O que dizer sobre o pensamento
de Chaplin, quando numa singeleza de imagem nos faz questionar a beleza que há
nesse devaneio. Subvertendo o pensamento racional e linear, o autor nos propõe a
poética da imaginação. Por isso, precisamos imaginar, necessitamos desejar para
viver devaneios saudáveis.
O que vem a ser o “vazio absoluto”? Como exemplificar o
sentido que está por trás deste par de palavras e como conceituá-lo em seu
campo semântico-emocional? Consultando as várias ciências, talvez devêssemos
pedir auxílio aos conceitos da Física por associá-lo ao éter, ao campo, ao
espaço e à energia. Entretanto, esses conceitos da ciência são limitados porque
só se validam no contexto particular ou atrelados a teoria em que são
mencionados. Por outro lado, a linguagem embrenha-se em territórios
epistêmicos, singularizando sentidos que não são específicos. Contudo, o que se
deseja buscar, fala de um conceito humanamente maior que defina o estado da
emoção contido na raiz do vocábulo ( no momento em que se escreve), aquilo que
se sente e não se tem uma explicação plausível à frase “vazio absoluto”.

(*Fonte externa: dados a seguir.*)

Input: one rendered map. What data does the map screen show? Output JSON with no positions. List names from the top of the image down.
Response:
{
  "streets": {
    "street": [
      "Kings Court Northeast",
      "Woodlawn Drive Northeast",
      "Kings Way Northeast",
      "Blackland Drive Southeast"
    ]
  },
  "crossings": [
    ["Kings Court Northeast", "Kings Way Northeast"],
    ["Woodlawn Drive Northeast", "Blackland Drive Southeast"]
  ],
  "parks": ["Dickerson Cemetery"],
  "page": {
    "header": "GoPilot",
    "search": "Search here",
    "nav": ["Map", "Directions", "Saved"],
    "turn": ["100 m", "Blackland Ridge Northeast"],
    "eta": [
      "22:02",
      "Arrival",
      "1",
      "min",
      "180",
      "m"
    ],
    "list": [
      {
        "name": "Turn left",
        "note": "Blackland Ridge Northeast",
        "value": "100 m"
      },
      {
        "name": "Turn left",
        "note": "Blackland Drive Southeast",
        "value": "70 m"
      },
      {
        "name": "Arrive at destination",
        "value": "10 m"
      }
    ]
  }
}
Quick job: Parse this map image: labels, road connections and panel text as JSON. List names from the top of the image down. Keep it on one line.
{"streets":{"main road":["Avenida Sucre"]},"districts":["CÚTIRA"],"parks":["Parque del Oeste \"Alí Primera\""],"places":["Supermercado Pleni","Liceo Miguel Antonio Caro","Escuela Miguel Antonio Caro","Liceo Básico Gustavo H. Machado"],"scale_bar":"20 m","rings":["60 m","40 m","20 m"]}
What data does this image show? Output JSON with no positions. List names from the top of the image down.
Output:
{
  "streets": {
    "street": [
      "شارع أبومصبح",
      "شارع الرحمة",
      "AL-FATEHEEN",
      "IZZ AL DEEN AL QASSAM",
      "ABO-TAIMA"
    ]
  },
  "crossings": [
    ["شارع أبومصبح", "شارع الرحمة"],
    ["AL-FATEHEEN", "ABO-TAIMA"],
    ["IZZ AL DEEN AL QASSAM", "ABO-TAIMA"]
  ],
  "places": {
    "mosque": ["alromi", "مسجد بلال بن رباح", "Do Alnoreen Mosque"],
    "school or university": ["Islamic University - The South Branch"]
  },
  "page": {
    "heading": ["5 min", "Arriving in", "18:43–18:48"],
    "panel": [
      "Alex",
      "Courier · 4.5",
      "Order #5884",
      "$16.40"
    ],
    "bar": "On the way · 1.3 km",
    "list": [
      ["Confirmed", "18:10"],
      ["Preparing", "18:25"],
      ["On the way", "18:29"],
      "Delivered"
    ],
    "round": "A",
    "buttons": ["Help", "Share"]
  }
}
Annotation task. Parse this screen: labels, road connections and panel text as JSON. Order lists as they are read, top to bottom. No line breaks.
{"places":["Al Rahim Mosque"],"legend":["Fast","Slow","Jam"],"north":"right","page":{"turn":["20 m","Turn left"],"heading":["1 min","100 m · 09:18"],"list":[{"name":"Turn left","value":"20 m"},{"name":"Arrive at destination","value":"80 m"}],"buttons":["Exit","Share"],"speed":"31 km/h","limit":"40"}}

Vimos que teremos de recorrer à
psicanálise, a fim de encontrar respaldo para um termo que possa adequar
sentido mais específico à expressão. Lacan aponta para o termo “Hiância” –
expressão que se refere ao “vazio”, vazio que há entre os parênteses, quando não
se escreve nada dentro deles: “vazio margeado”, “relativizado pelas bordas”. [Por Extensão]A
expressão se dirige ao “vazio” aparentemente subentendido pela linguagem e
submetido a uma posse que se refere a um vazio absoluto. Assim, a palavra “absoluto”,
em sua comunhão no par “vazio absoluto”, representa para nós (o DAS DING freudiano,
literalmente – A COISA), aquilo que não é nomeável e anterior a linguagem, portanto,
expressão meramente de suposição conceitual). Desse modo, também não há nenhuma
aproximação com a palavra KAOS, (referência grega), a não ser que se tenha a
intenção de (nomear) dar sentido: no
principio era o KAOS, no princípio era “A COISA” – um pouco forçado, porém,
pode ser uma alusão aproximativa para justificar o termo em questão.
Assim, a palavra
HIÂNCIA pode ser definida por um intervalo de vazio significante onde
"habita", na gnosiologia lacaniana, a FANTASIA, que é a relação do
Sujeito com o Objeto. Esse processo, explicitado por Lacan, ocorre sobre o
fundo da HIÂNCIA, entre (between) o significado e o significante onde o Sujeito
se vê refletido no vazio de seu desejo por sua ausência significante, pelo
qual, ele é pura busca de significação.
Impossível não invocar
Aragon pela via de Lacan em Le Fou d"Elsa numa passagem do Seminário XI, onde
o poema nos revela “o olhar vazio”, uma “cegueira”. Segundo Lacan, em seu
pensamento essencialmente aguçado e sensível, a fantasia seria a matriz psíquica que dá sustentação aos nossos
desejos. Com tantos conceitos concebidos, acredito que será bem apropriado
ilustrar a hiância através do referido poema que nos remete para o “olhar
escópico”, o olhar psicanalítico, por isso, significante. Assim, o texto em
questão, atrela-se ao “vazio” como significante
pela ausência do ver e do sentir, pelo
desejo, tal como no poema de Aragon, que também se repete pelo “vazio” entre o
olho e o olhar.
É em vão que tua imagem chega ao
meu encontro
E não me entra onde estou, que
mostra-a apenas
Voltando-te para mim só poderias
achar
Na parede do meu olhar tua sombra
sonhada
Eu sou esse infeliz comparável
aos espelhos
Que podem refletir mas que não
podem ver
Como eles meu olho é vazio e como
eles habitado
Pela ausência de ti que faz sua
cegueira[2]
Poderia
ainda trazer à tona Merleau-Ponty, quando diz “(...) que suas próprias palavras
não encerram o que dizem, que seu sentido transborda a significação imediata ou
direta e que, enfim, o poder de se abrirem para o ser está ligado à força da
interrogação que as anima.”[3]
Termino
este texto sem avançar no que pretendia exercer com maior clareza: falar do
“vazio absoluto” de forma simples, mas que pudesse despertar o desejo de
imaginar. Desse modo, sem ter o propósito de inserir campos complexos ao explorar os
sentidos do par de palavras que deu origem a esta escrita – vazio absoluto – restou em mim a
certeza de que aqui deixo expresso o desejo de continuar meu devaneio ao
imaginar.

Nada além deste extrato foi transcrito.